Wesleyan frat sues for discrimination after being forced to accept women
In September, the frat said it "strongly disagreed" with Wesleyan's decision to force residential frats to go coed.
The lawsuit comes after the frat was told by the school that its members couldn't live at their frat house for the 2015-2016 academic year, according to a press release from Delta Kappa Epsilon's Wesleyan chapter.
"Discrimination is abhorrent in whatever form it may exist," Scott Karsten, spokesperson for the DKE alumni organization, said in a statement.
Both alumni and undergraduate members are involved with the lawsuit, which accuses the university of "discrimination, misrepresentation, and deceptive practices" surrounding the co-education decision earlier this academic year, according to the DKE press release.

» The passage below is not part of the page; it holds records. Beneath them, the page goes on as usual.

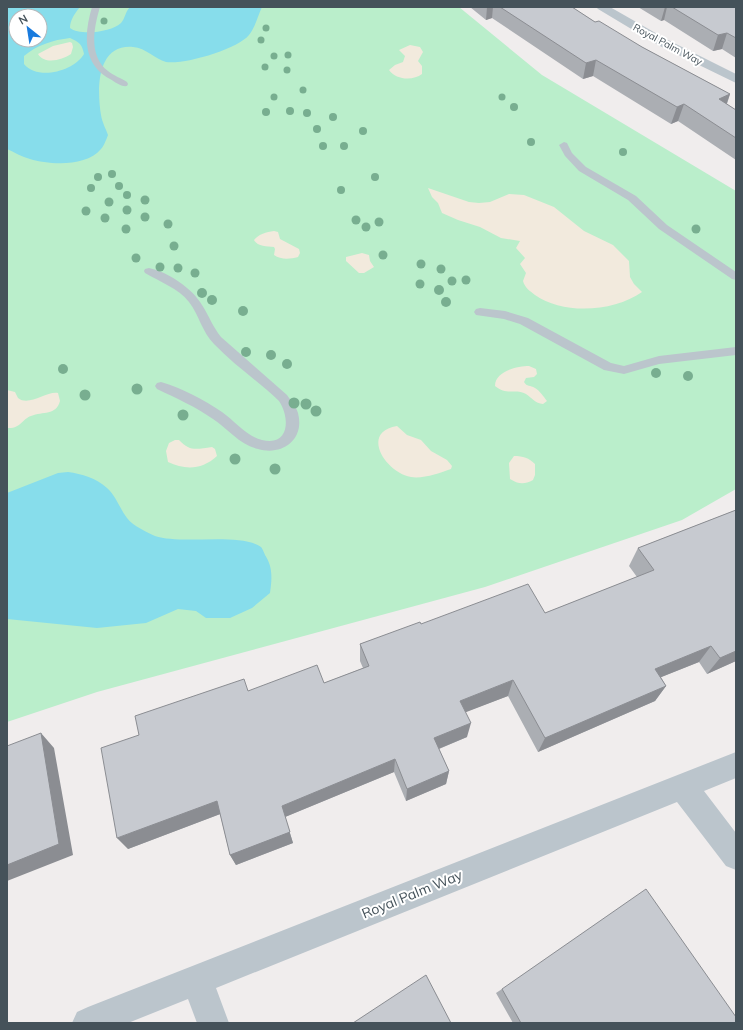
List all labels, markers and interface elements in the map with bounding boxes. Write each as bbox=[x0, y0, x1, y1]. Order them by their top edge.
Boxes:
north arrow bbox=[8, 8, 48, 48]
text: N bbox=[16, 11, 30, 27]
street label: Royal Palm Way bbox=[631, 21, 705, 68]
street label: Royal Palm Way bbox=[359, 865, 466, 922]

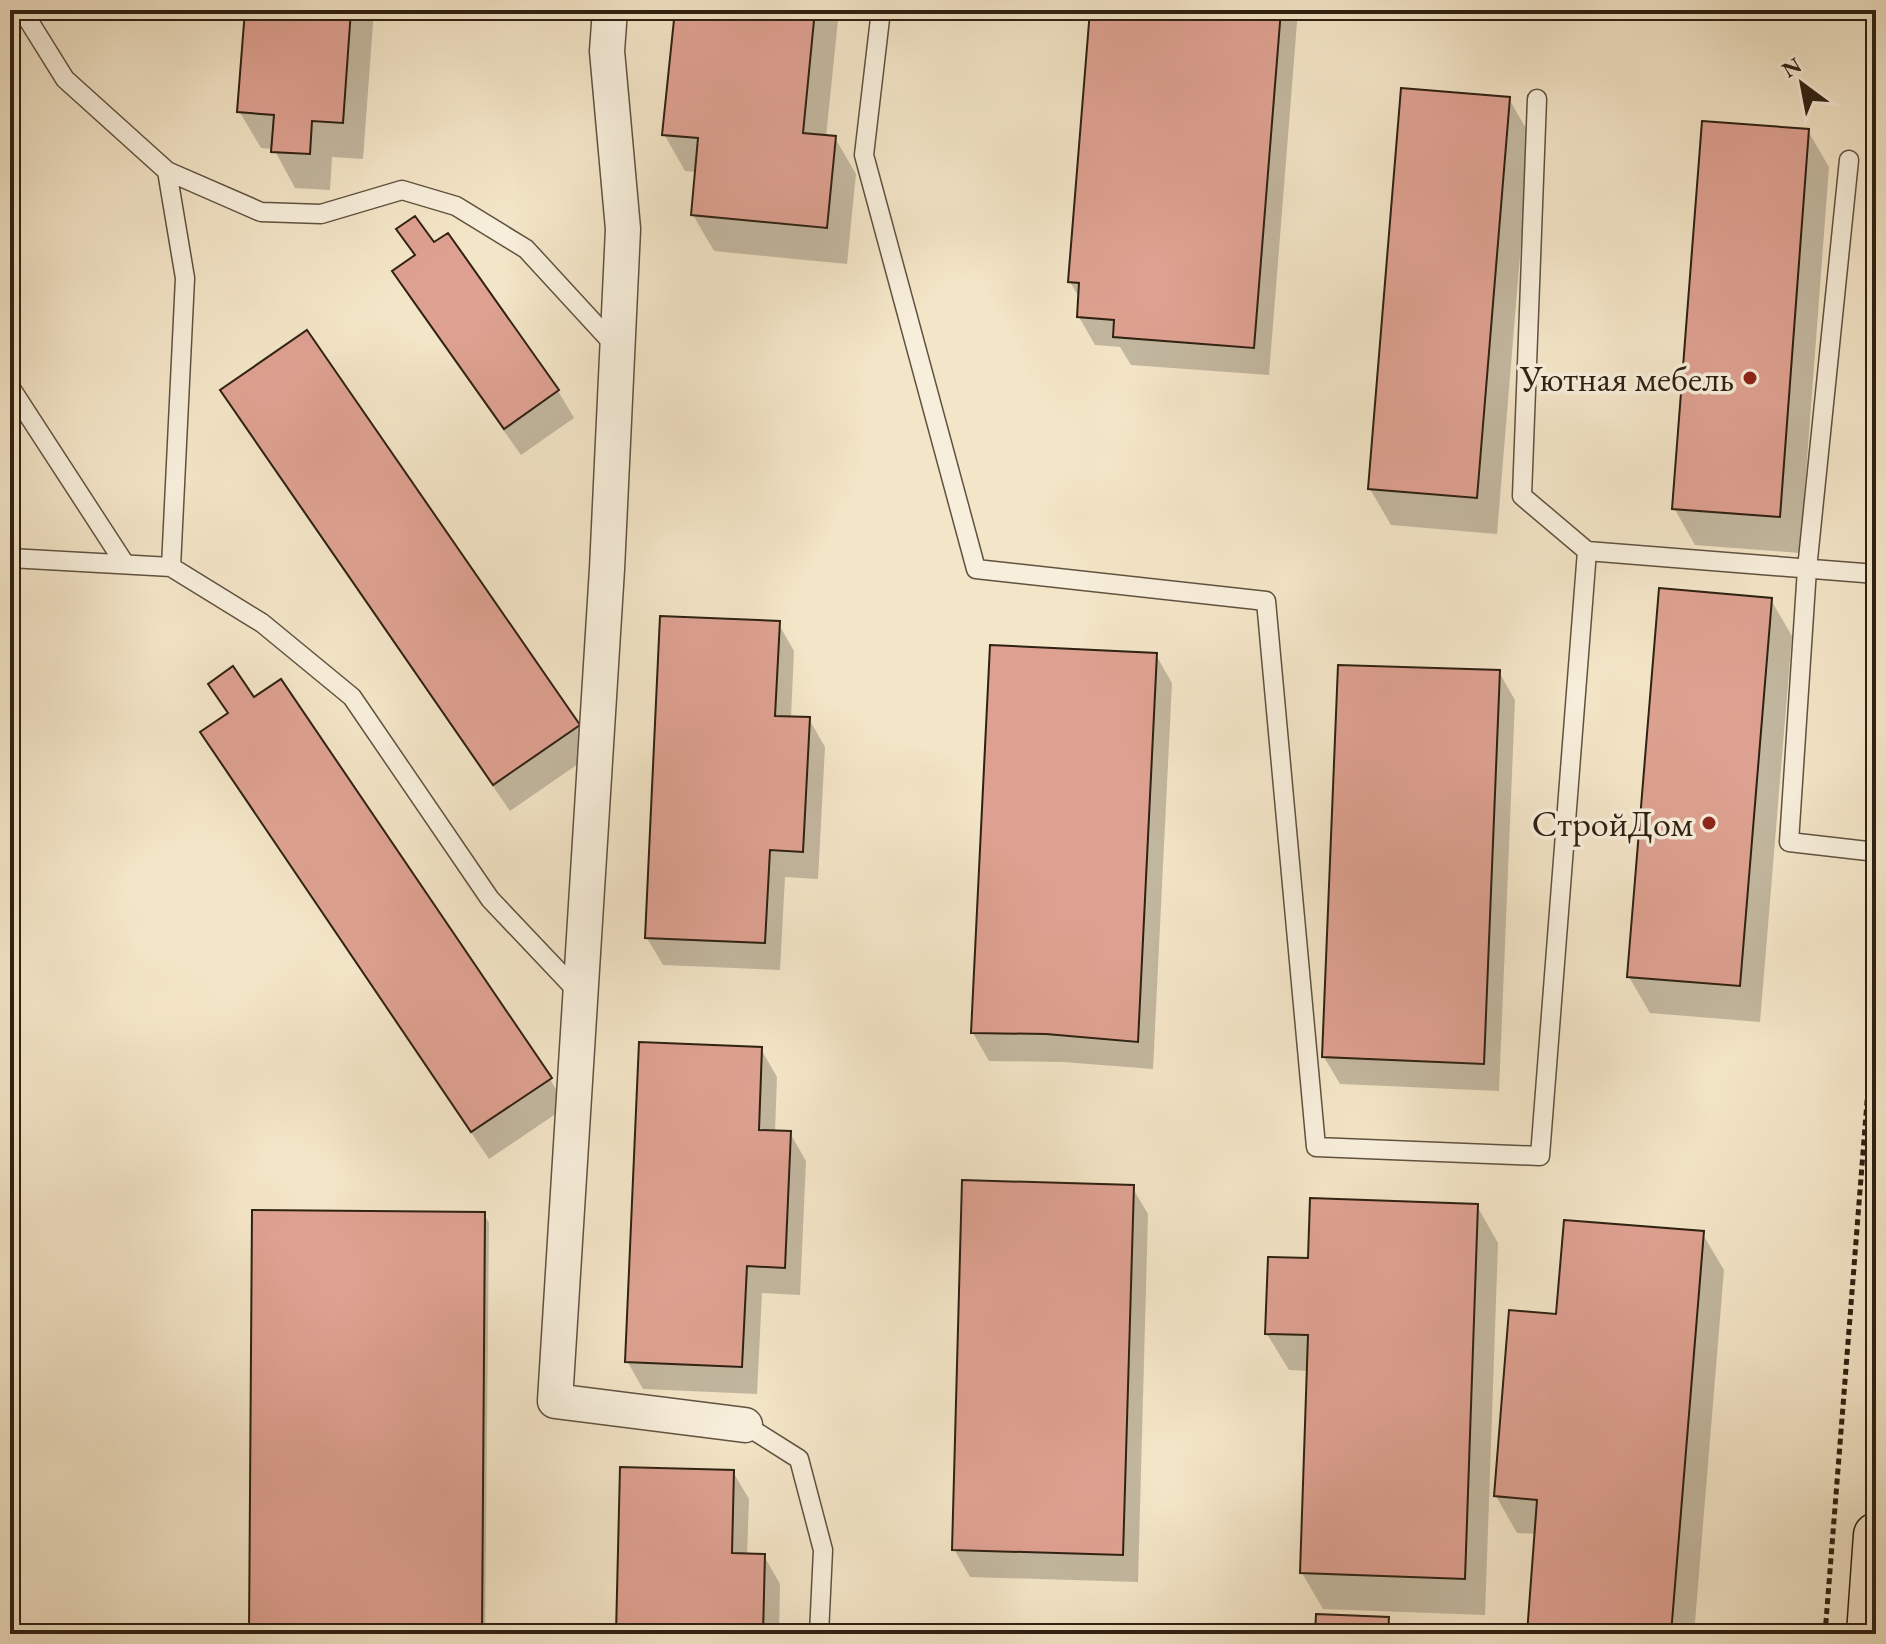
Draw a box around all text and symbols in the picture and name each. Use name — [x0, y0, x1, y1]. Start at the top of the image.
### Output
north arrow — [1762, 44, 1842, 124]
text: N — [1776, 50, 1807, 84]
place label: Уютная мебель — [1519, 355, 1734, 402]
marker: Уютная мебель — [1741, 369, 1759, 387]
place label: СтройДом — [1532, 800, 1693, 847]
marker: СтройДом — [1700, 814, 1718, 832]

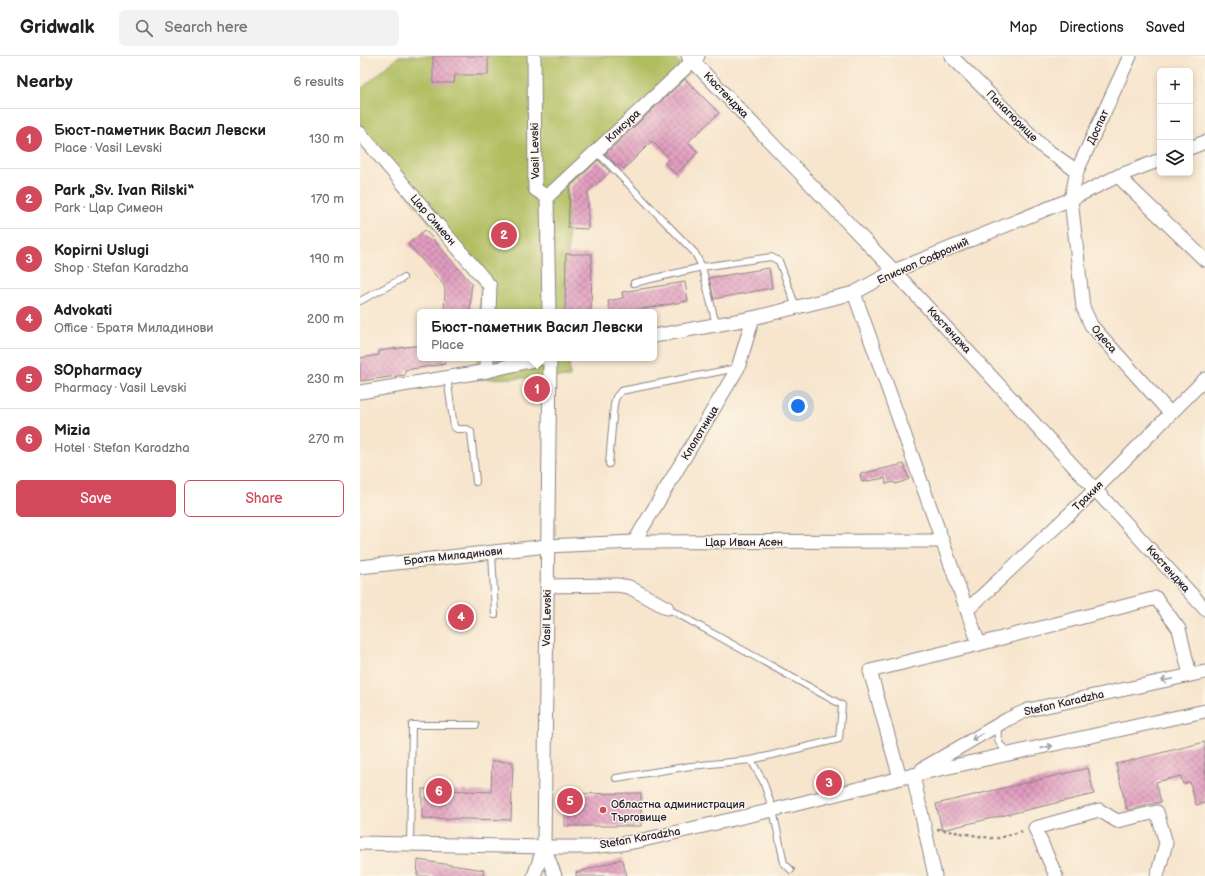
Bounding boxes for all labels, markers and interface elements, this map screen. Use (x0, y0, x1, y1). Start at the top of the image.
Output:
search box (119, 10, 399, 46)
text: Gridwalk (20, 16, 95, 39)
icon: search (133, 17, 155, 39)
text: Search here (165, 18, 248, 37)
text: Map (1009, 19, 1037, 36)
text: Directions (1059, 19, 1124, 36)
text: Saved (1146, 19, 1185, 36)
map controls (1157, 68, 1193, 176)
button: + (1157, 68, 1193, 104)
street label: Кюстенджа (701, 69, 751, 121)
text: Nearby (16, 72, 73, 92)
text: 6 results (294, 74, 344, 90)
street label: Панагюрище (984, 88, 1040, 144)
button: − (1157, 104, 1193, 140)
street label: Клисура (603, 106, 643, 145)
street label: Доспат (1084, 108, 1112, 146)
text: Бюст-паметник Васил Левски (54, 121, 266, 140)
street label: Vasil Levski (528, 123, 542, 179)
text: 1 (26, 131, 32, 147)
text: 130 m (309, 131, 344, 147)
text: Place · Vasil Levski (54, 140, 162, 156)
button: layers (1157, 140, 1193, 176)
text: Park „Sv. Ivan Rilski“ (54, 181, 195, 200)
text: 2 (25, 191, 33, 207)
text: 170 m (311, 191, 344, 207)
street label: Цар Симеон (407, 192, 459, 248)
text: Park · Цар Симеон (54, 200, 163, 216)
pin: 2 (491, 220, 517, 250)
street label: Епископ Софроний (875, 235, 971, 287)
text: Kopirni Uslugi (54, 241, 149, 260)
text: 3 (25, 251, 33, 267)
text: 190 m (310, 251, 344, 267)
text: Shop · Stefan Karadzha (54, 260, 189, 276)
text: Advokati (54, 301, 112, 320)
street label: Кюстенджа (924, 304, 974, 356)
popup (417, 309, 657, 361)
text: 4 (25, 311, 33, 327)
text: 200 m (307, 311, 344, 327)
text: Бюст-паметник Васил Левски (431, 318, 643, 337)
text: Office · Братя Миладинови (54, 320, 214, 336)
street label: Одеса (1088, 322, 1120, 356)
text: Place (431, 337, 464, 353)
text: SOpharmacy (54, 361, 142, 380)
text: 5 (25, 371, 33, 387)
text: 230 m (307, 371, 344, 387)
pin: 1 (524, 374, 550, 404)
text: Pharmacy · Vasil Levski (54, 380, 187, 396)
your location (788, 396, 808, 416)
street label: Клолотница (679, 403, 722, 463)
text: Mizia (54, 421, 90, 440)
text: 6 (25, 431, 33, 447)
text: 270 m (308, 431, 344, 447)
text: Hotel · Stefan Karadzha (54, 440, 190, 456)
street label: Тракия (1070, 478, 1106, 514)
button: Save (16, 480, 176, 517)
button: Share (184, 480, 344, 517)
street label: Цар Иван Асен (705, 536, 783, 549)
street label: Кюстенджа (1143, 543, 1193, 596)
street label: Братя Миладинови (403, 544, 503, 568)
street label: Vasil Levski (540, 590, 554, 646)
pin: 4 (448, 602, 474, 632)
one-way arrow (1161, 677, 1174, 685)
street label: Stefan Karadzha (1023, 687, 1105, 719)
one-way arrow (971, 734, 983, 742)
one-way arrow (1040, 742, 1053, 750)
pin: 3 (816, 768, 842, 798)
pin: 6 (426, 776, 452, 806)
pin: 5 (557, 786, 583, 816)
place label: Областна администрация Търговище (611, 798, 745, 824)
marker: Областна администрация Търговище (598, 805, 608, 815)
street label: Stefan Karadzha (599, 825, 681, 851)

The frat points out that Wesleyan has a number of other housing options that let students live together based on "shared hobbies, experiences, cultural interests and identities." The lawsuit cites several examples of undergraduate Program Houses that Wesleyan sponsors on campus, including the Light House, for Christian students, and the Women of Color House.
Wesleyan's refusal "to permit male fraternity brothers to reside in single-sex housing" is contradictory to their "willingness to allow many other diverse groups to reside by choice with members of the same sex, ethnicity, national origin, religion, culture, sexual orientation, sexual identification and the like," the fraternity's press release stated.
We have reached out to Wesleyan University for comment on the lawsuit and will update with any statement we receieve. The DKE lawsuit was first reported by The Wesleyan Argus, the university's student newspaper.